Dans les couloirs du siège du Mlc, on affiche une sérénité de bon aloi mais on devine aussi la hantise de l’éventualité d’une défaite électorale aux conséquences incalculables.

Cette perspective d’une défaite électorale est somme toute compréhensive dans la mesure où, depuis l’incarcération de Jean-Pierre Bemba à La Haye, le Mlc a beaucoup perdu en cohésion et la direction du parti confiée entre les mains de François Mwamba ne fait pas l’unanimité des sentiments d’appréciation parmi les membres de la nomenklatura de ce parti. Et pour cause.

En effet, originaire du Kasaï, le leadership de Fr. Mwamba éprouve toutes les peines du monde à s’imposer et à s’affirmer, quoi que l’intéressé est considéré comme l’un des fidèles parmi les fidèles du « chairman ». Cet handicap sera difficile sinon impossible à surmonter tant que sera maintenu en prison l’autorité morale du parti. Personne ne se fait d’illusion sur ce qui se dit dans les cercles hermétiquement fermés des coteries ethniques qui graviteraient autour de JPB, mais en dépit de toute absence d’affirmation verbale de cette tendance aux velléités d’« équatorisation » de la direction du Mlc, une chose reste indubitable : il sera difficile d’imposer à la tête de ce parti un leadership qui proviendrait d’ailleurs que de l’Equateur.
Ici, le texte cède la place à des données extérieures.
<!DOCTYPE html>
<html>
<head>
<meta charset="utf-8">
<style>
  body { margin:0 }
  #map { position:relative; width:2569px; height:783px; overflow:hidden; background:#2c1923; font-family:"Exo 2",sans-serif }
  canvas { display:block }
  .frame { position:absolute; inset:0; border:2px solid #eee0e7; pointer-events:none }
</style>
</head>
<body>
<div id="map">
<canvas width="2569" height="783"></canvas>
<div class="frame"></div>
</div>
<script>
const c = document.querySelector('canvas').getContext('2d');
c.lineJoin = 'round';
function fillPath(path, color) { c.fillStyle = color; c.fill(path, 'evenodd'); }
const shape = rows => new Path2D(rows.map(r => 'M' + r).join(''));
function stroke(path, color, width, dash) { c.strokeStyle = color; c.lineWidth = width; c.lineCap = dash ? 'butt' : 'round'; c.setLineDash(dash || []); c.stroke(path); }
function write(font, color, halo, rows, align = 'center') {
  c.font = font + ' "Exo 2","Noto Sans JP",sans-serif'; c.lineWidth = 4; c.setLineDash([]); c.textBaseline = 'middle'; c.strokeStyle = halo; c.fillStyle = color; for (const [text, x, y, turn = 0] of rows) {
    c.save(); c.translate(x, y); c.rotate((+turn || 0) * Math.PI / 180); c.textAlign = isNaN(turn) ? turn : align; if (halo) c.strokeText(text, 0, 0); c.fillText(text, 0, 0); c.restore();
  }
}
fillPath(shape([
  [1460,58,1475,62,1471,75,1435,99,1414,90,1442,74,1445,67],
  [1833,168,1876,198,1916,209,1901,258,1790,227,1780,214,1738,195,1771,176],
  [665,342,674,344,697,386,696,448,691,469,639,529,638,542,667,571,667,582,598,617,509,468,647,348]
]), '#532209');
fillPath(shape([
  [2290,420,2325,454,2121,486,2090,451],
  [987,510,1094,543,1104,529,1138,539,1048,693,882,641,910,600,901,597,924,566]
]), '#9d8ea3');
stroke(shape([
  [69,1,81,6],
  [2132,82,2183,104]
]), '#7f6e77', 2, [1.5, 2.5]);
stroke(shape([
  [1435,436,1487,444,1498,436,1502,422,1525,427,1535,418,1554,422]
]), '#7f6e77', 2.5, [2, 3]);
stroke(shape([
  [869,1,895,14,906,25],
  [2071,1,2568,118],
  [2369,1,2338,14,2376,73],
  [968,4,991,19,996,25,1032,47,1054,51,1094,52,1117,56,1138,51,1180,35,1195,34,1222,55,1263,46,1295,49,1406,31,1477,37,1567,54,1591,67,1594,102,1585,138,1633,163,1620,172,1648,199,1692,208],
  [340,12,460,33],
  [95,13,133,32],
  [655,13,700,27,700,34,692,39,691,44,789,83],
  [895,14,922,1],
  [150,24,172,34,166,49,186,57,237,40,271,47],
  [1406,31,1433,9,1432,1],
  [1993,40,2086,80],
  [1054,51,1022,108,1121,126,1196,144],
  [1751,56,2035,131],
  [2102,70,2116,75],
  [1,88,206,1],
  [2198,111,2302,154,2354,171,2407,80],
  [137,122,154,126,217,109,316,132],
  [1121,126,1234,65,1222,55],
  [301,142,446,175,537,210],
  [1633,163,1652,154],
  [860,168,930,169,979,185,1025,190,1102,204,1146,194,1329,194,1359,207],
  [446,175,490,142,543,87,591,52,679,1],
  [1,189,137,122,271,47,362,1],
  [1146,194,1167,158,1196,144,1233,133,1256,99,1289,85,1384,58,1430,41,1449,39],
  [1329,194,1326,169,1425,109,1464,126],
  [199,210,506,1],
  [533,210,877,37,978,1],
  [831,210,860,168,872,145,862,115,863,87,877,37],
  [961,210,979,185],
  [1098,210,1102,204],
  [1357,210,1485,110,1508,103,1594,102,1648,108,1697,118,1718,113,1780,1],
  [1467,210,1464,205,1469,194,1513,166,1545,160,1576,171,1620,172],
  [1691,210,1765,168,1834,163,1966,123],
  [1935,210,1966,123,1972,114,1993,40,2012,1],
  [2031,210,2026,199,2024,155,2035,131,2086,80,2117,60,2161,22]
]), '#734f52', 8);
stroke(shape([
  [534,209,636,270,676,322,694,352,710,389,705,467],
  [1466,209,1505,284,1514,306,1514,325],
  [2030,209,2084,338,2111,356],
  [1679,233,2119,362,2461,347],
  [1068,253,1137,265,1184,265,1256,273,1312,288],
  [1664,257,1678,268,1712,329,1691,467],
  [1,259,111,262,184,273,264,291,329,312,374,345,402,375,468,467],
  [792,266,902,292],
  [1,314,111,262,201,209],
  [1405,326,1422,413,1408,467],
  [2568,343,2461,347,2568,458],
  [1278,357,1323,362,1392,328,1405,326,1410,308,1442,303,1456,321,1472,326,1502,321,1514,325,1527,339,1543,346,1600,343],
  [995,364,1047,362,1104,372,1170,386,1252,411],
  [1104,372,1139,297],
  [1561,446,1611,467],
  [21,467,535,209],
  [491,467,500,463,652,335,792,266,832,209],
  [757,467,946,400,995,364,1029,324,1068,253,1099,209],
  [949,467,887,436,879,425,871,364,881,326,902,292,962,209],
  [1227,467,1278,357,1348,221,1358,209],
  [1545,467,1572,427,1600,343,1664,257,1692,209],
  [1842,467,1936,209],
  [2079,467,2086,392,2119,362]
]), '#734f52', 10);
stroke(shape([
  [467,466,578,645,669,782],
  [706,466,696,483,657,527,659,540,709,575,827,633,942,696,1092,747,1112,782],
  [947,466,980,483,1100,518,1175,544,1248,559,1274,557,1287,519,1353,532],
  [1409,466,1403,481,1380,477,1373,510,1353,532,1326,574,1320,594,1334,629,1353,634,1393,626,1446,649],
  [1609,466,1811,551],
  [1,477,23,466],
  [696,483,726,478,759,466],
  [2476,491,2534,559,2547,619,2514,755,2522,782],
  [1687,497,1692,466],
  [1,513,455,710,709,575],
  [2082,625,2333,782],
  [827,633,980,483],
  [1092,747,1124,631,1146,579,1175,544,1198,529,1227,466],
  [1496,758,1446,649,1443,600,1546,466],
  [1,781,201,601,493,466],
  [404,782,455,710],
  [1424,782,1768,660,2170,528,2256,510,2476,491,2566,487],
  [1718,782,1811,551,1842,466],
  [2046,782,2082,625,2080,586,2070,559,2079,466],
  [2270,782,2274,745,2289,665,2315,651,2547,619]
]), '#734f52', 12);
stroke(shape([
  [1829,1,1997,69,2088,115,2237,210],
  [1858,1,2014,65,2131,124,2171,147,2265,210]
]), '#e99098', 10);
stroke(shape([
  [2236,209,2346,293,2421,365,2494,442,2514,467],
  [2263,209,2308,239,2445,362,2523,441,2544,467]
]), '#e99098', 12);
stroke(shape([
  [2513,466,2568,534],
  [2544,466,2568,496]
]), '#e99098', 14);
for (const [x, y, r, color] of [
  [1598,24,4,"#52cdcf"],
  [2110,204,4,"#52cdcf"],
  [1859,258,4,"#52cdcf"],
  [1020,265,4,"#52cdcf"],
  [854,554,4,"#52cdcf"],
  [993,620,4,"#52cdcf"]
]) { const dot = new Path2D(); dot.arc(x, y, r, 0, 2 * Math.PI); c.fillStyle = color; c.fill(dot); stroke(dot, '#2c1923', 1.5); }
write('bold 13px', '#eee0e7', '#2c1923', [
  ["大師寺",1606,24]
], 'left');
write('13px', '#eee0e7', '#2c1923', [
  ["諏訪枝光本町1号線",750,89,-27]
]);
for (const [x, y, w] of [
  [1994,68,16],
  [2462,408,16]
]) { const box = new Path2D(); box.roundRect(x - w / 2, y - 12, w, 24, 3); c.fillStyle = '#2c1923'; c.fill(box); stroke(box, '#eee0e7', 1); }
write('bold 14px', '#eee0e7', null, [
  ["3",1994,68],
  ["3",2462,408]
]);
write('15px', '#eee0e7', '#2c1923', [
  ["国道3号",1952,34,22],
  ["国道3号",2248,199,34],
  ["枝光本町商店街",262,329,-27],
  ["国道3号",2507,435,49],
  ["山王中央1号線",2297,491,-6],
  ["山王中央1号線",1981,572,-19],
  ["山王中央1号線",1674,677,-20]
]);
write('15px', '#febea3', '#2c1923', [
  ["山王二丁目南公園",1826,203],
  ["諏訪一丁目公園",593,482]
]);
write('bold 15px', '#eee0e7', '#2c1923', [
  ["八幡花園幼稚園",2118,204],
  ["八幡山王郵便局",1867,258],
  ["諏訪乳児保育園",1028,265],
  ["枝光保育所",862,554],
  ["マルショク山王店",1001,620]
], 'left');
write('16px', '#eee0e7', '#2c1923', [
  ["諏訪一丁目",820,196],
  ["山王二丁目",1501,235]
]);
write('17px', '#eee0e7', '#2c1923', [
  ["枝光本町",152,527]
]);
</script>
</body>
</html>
Ca passerait mal !

Selon les observateurs avisés, cette assertion s’est davantage confortée depuis que l’ancien gouverneur de l’Equateur José Makila, ressortissant pur-sang de cette province, revendique ostentatoirement la suppléance de Jean-Pierre en qualité de porte-parole de l’Opposition. Pour ceux qui savent tirer des lignes directes entre les faits, gestes et paroles des hommes, ils n’éprouvent aucune peine à faire dire à l’ex-gouverneur de l’Equateur que le Mlc étant un parti créé par un fils de l’Equateur, il va de soi qu’il est mal indiqué que sa direction soit confiée à quelqu’un qui ne porterait pas dans ses veines les mêmes gènes de sang que ceux du « chairman ».

Et puis, les mêmes observateurs ajoutent que José Makila garde une mauvaise dent contre la direction actuelle du Mlc. Il lui reprocherait de n’avoir rien fait pour le soutenir en justice face aux accusations de l’Assemblée provinciale de l’Equateur qui l’a convaincu de malversations financières. Affabulations ? Procès d’intention à l’encontre de l’ancien gouverneur de l’Equateur que l’on chercherait à présenter sous les traits d’un hypocondriaque mécontent de son sort actuel ? Nous n’en savons rien.
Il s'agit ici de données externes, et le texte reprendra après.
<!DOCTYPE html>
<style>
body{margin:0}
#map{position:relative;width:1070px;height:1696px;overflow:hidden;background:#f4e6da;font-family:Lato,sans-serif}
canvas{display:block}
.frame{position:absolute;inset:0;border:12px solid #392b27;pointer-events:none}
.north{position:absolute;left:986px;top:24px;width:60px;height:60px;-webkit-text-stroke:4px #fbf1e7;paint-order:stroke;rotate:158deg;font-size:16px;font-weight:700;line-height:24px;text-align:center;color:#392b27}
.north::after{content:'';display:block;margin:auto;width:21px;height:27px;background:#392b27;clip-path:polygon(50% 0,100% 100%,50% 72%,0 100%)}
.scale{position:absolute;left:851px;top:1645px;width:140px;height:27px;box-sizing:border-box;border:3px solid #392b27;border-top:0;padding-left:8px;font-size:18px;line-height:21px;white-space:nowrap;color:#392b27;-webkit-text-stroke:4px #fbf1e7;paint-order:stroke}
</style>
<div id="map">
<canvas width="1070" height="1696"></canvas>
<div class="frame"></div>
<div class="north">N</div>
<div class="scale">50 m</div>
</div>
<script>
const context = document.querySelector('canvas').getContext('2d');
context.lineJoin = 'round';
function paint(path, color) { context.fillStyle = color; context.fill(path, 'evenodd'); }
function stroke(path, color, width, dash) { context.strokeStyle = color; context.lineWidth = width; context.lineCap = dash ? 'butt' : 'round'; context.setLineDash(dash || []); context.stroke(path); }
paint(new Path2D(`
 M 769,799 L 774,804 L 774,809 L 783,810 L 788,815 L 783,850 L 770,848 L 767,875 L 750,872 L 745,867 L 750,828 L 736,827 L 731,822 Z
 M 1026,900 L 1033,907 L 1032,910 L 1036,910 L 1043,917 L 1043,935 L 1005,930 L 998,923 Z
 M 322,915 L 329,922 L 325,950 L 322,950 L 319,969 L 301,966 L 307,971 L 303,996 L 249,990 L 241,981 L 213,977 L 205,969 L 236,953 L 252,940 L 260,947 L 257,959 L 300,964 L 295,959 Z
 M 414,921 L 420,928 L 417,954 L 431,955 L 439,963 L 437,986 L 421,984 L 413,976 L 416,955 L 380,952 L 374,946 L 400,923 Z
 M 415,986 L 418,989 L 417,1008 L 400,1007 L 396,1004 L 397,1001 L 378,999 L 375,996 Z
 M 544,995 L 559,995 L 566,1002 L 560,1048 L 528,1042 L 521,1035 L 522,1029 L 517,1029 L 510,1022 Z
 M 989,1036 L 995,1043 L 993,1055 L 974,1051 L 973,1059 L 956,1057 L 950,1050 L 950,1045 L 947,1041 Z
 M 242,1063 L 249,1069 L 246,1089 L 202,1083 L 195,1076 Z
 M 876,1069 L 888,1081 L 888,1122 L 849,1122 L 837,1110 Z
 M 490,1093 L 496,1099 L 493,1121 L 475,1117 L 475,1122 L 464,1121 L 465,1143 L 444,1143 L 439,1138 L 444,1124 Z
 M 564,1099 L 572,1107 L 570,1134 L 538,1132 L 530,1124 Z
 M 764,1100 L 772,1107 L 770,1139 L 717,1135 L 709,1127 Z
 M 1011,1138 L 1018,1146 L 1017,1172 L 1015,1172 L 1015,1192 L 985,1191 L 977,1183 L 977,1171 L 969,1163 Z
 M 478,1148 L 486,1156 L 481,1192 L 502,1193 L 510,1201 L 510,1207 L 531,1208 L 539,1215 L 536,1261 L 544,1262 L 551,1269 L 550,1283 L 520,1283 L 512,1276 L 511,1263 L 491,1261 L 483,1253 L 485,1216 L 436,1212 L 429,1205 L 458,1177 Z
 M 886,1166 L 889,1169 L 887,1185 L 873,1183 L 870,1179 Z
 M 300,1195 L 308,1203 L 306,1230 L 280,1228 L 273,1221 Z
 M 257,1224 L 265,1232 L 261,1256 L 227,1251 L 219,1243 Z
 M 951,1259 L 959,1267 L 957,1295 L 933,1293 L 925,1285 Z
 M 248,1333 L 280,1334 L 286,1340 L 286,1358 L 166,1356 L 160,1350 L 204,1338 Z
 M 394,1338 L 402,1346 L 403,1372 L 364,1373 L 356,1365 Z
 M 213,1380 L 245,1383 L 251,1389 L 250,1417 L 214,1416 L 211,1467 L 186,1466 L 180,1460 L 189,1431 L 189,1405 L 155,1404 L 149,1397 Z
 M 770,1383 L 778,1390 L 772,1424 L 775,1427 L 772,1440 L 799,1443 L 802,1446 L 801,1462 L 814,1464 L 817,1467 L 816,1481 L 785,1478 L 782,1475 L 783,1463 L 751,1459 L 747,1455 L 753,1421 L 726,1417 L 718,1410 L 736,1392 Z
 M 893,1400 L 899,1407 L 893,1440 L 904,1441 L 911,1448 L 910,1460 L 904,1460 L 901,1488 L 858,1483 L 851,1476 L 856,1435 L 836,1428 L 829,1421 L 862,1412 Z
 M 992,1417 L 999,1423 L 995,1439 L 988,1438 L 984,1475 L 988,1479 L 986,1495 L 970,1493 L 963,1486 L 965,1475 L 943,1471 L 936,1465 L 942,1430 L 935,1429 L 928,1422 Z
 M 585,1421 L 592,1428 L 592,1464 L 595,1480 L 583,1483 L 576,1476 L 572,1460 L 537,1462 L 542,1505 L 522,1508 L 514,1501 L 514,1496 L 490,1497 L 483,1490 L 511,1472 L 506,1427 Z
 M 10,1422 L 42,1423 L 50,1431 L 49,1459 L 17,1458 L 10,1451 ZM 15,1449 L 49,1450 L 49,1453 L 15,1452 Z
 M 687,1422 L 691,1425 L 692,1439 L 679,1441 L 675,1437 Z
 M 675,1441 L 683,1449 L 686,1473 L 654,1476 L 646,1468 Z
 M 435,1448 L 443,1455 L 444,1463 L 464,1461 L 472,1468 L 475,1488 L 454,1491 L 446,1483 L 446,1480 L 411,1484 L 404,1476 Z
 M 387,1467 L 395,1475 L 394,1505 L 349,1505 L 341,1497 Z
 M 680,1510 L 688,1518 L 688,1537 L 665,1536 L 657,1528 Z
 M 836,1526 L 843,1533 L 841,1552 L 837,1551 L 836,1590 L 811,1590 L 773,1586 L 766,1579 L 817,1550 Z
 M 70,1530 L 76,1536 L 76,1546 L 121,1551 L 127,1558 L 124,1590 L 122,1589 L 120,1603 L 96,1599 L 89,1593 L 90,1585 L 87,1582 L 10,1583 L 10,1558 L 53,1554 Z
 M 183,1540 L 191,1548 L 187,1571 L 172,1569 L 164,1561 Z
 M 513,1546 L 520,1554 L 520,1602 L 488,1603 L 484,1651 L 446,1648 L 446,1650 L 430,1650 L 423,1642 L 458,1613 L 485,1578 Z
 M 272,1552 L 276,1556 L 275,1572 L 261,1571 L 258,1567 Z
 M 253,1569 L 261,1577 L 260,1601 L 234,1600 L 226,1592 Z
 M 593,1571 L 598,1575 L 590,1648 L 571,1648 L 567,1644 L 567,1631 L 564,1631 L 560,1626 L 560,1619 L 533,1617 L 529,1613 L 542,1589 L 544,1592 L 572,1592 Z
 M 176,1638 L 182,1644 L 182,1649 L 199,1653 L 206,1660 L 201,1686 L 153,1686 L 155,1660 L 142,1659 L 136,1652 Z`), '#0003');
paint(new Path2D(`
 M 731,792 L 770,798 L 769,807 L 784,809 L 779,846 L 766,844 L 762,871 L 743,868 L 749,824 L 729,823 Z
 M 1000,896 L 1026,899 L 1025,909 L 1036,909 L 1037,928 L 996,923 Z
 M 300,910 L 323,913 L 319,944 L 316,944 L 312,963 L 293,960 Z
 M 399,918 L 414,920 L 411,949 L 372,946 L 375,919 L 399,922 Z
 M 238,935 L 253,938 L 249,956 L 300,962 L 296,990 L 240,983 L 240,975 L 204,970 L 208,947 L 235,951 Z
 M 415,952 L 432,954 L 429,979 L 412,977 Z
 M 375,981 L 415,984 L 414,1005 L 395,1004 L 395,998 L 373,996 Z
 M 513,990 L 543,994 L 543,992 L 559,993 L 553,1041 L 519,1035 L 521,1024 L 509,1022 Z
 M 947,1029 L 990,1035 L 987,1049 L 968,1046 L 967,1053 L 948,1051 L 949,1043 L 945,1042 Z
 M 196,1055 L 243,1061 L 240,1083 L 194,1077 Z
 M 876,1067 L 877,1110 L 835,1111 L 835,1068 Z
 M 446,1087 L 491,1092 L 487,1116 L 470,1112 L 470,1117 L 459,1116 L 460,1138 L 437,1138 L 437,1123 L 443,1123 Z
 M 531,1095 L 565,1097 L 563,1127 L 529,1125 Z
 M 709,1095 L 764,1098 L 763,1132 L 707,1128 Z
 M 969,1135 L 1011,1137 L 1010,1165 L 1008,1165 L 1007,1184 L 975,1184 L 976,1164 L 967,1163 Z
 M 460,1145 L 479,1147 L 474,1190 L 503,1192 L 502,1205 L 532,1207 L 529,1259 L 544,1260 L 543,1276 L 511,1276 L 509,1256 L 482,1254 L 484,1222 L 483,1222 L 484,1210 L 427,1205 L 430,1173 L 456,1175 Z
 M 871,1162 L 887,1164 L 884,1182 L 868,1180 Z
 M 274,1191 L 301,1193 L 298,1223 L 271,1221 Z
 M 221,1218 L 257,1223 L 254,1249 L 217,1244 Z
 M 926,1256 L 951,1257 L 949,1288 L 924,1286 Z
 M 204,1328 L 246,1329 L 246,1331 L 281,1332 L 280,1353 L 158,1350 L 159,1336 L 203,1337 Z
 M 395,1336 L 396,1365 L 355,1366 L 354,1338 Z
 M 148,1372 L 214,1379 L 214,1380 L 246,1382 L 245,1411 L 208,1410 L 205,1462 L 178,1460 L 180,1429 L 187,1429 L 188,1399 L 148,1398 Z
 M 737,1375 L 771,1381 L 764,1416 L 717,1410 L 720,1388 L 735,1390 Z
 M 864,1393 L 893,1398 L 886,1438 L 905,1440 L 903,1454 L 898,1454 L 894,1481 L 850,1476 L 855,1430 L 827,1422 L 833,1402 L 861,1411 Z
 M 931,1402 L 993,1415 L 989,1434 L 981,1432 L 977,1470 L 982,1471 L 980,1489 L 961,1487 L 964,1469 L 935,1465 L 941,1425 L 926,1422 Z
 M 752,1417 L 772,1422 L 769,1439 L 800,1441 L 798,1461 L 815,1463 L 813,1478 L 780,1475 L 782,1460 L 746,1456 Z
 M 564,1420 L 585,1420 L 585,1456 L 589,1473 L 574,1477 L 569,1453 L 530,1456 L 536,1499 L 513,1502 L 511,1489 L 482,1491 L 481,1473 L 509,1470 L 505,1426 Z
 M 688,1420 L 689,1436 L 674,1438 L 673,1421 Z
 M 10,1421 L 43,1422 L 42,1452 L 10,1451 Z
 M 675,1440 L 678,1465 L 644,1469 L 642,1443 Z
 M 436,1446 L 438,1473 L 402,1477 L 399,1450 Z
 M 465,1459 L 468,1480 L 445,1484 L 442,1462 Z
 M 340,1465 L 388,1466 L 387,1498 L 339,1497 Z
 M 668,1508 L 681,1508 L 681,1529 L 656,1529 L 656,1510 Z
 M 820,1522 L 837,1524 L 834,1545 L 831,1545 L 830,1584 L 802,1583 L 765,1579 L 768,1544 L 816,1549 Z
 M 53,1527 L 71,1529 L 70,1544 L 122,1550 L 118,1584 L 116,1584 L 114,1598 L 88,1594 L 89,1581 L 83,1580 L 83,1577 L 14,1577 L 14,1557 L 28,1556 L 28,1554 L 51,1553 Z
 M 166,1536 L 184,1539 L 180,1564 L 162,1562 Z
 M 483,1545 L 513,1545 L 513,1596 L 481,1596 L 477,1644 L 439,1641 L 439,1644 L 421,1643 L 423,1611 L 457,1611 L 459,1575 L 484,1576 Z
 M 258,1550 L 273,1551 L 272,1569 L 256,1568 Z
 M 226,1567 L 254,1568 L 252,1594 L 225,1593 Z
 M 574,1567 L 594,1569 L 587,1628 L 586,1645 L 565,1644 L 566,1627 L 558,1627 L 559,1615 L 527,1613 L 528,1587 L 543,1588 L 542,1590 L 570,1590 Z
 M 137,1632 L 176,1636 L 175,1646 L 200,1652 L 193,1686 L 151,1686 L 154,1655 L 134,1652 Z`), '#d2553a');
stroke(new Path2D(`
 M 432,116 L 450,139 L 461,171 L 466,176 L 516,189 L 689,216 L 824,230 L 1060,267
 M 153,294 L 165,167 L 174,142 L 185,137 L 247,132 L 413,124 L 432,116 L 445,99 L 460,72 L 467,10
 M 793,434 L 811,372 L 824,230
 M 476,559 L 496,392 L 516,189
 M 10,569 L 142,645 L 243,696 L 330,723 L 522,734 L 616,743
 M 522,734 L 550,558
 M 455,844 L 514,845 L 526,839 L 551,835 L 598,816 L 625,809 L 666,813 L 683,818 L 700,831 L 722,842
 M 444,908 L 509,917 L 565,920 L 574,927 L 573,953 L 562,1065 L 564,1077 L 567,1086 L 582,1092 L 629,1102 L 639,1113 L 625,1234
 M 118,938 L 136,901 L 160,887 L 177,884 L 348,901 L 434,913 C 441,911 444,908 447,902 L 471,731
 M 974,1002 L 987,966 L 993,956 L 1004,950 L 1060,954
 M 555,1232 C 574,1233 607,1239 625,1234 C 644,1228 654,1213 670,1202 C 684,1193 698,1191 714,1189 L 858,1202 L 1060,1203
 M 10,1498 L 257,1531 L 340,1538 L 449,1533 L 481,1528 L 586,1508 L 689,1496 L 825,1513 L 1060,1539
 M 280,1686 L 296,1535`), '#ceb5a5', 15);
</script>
Nous savons seulement que, saisie de la plainte de l’Assemblée provinciale de l’Equateur, la Cour d’appel de Mbandaka a aussitôt statué sur l’affaire et rendu un jugement en défaveur de l’ancien gouverneur. Et ce jugement a été entériné par la Cour suprême de justice. José Makila a accusé le coup, espérant se venger au niveau de la direction lors de l’élection de son successeur au gouvernorat provincial le 13 novembre. Sous quelle forme ? Nous n’en savons rien non plus.

Sa vengeance pourrait être un plat qu’il voudra manger très froid. Peut être, qui sait, après l’élection du 13 novembre ! D’autant plus que quelques jours auparavant, Fr. Mwamba a eu maille à partir avec des personnes se passant pour des ex-militaires du MLC dirigés par un certain colonel Joris Nkombe. Et les augures risquent de le desservir dans le sens que souhaitent ses ennemis dans la direction du parti.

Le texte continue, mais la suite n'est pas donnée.